Update: Tyr is doing better today and the vet will be out in the morning to meet with the trainer and look at her hoof again. She is still not putting weight on it, but she isn't groaning and pointing the toe and is standing up more. Hope to hear good news tomorrow!

On another note - my old dog, Bouncer had a tumor on his testicle that required him to be neutered. So I carried him to the vet on Saturday and my trainer picked him up today. Tumor and testicles gone..I bet Bouncer is mad at me..lol.. I never got him neutered due to his age when he was dumped, we were afraid the anesthesia might kill him. But no choice and so he was given a different type of anesthetic than a younger dog would get and he did fine. Had I known they had that, I would have gotten him done four years ago. 
But he is also doing fine although a bit "sore" and was glad to be back at the farm.

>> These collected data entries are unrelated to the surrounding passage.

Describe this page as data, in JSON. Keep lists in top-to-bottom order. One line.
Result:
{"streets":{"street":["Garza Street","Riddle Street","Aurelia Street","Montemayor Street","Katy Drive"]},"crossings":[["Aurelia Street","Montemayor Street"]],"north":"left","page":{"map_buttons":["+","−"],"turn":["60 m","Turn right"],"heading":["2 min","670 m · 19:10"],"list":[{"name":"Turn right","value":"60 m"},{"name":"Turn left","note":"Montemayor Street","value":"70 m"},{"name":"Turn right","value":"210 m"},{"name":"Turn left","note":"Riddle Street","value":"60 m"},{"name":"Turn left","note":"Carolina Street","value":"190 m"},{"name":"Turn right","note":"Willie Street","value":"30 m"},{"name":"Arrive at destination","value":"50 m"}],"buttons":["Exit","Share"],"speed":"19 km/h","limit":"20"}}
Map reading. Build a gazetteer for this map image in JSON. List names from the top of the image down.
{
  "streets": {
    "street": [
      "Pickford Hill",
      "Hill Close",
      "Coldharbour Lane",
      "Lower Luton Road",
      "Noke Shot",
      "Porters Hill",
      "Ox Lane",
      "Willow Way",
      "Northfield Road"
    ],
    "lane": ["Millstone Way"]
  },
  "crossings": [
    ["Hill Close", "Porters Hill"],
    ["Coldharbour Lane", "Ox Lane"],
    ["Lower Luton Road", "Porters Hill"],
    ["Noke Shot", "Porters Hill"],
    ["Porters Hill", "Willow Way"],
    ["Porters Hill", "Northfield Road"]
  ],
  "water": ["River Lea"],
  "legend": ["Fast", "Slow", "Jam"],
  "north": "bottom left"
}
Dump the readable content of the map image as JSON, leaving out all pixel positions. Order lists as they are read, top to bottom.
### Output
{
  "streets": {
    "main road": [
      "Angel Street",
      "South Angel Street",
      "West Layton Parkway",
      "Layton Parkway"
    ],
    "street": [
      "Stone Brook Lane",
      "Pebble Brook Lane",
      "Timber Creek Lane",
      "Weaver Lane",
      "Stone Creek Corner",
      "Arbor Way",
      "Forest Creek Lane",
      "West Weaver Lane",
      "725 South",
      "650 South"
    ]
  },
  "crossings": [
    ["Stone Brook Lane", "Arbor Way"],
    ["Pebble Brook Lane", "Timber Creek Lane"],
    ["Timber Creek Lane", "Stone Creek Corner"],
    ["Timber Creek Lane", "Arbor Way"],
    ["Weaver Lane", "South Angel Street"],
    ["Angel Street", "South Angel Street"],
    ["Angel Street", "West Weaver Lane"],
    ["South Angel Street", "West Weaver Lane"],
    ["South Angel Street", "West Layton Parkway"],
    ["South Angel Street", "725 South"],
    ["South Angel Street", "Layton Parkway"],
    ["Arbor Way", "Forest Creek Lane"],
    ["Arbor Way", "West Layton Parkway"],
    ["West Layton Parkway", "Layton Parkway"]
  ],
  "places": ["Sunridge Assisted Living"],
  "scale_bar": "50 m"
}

If anything else gets sick, hurt, or tries to commit suicide I may scream.


----------



## where I want to (Oct 28, 2008)

I'm glad to hear things are a little more stable (not a joke) in your animal life. Hopefully it will be a straight run back to normal.
Sometimes animals just have to run you through the emotional wringer.


----------



## sidepasser (May 10, 2002)

Vet is doing xrays today and is going to use dye to see if he can determine anything useful..sigh..
says horse isn't getting better like she should even though there is not much drainage now.

He will be making a recommendation I think for me to take her to a clinic for surgery on the hoof to open it up and see exactly what is going on. Geez, think things can get any darned worse? Maybe while she is there they can take a look at her eye.

Send a prayer or three..looks like it is going to be a hard and long week, especially since my boss just is not going to be too fond of me taking off to deal with this. I was just off last Friday to take care of my mom and the horse.

when it rains it pours..


----------



## wr (Aug 10, 2003)

I'll be sending good thoughts your way.


----------



## sidepasser (May 10, 2002)

thanks WR, I appreciate the kind thoughts from you and all here.


----------



## sidepasser (May 10, 2002)

Things are not looking good, vet called and said the nail had punctured the navicular bursa and it is likely that there is an infection within the bursa and may involve the navicular bone.

Prognosis even with surgery and lavage is poor for this type of injury due to possible laminitis of the opposing hoof and horse may survive the surgery but may be lame permanently and still have to be put down.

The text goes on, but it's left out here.